----- Data extract -----

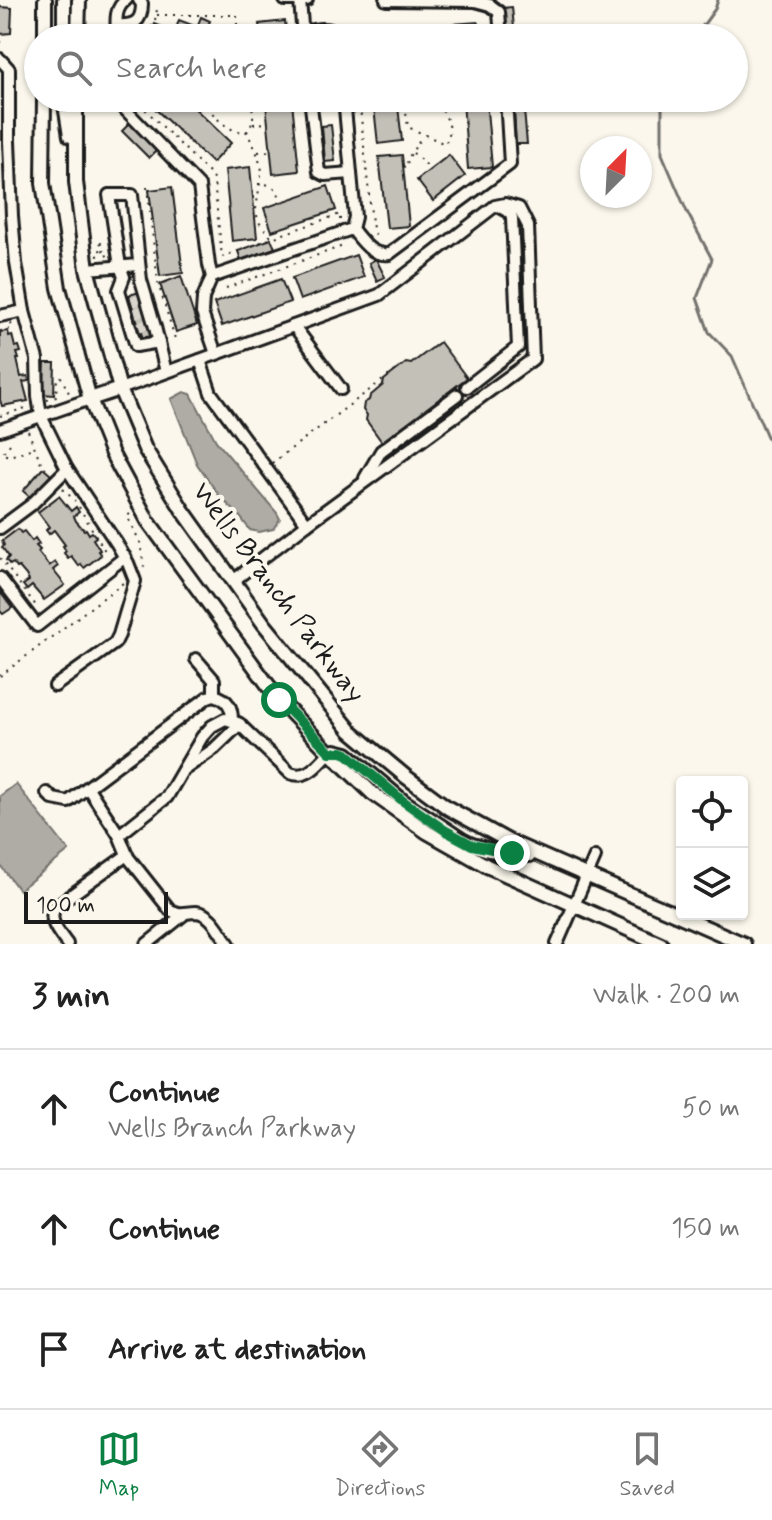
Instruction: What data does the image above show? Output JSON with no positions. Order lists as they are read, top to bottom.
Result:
{
  "streets": {
    "main road": ["Wells Branch Parkway"]
  },
  "scale_bar": "100 m",
  "north": "top right",
  "page": {
    "search": "Search here",
    "scale": "100 m",
    "heading": ["3 min", "Walk · 200 m"],
    "list": [
      ["Continue", "Wells Branch Parkway", "50 m"],
      ["Continue", "150 m"],
      "Arrive at destination"
    ],
    "nav": ["Map", "Directions", "Saved"]
  }
}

-----

Directions.
Each line of the data above should be reproduced without alteration, and no picture should appear in the copy.

Written solution.
Instruction: What data does the image above show? Output JSON with no positions. Order lists as they are read, top to bottom.
Result:
{
  "streets": {
    "main road": ["Wells Branch Parkway"]
  },
  "scale_bar": "100 m",
  "north": "top right",
  "page": {
    "search": "Search here",
    "scale": "100 m",
    "heading": ["3 min", "Walk · 200 m"],
    "list": [
      ["Continue", "Wells Branch Parkway", "50 m"],
      ["Continue", "150 m"],
      "Arrive at destination"
    ],
    "nav": ["Map", "Directions", "Saved"]
  }
}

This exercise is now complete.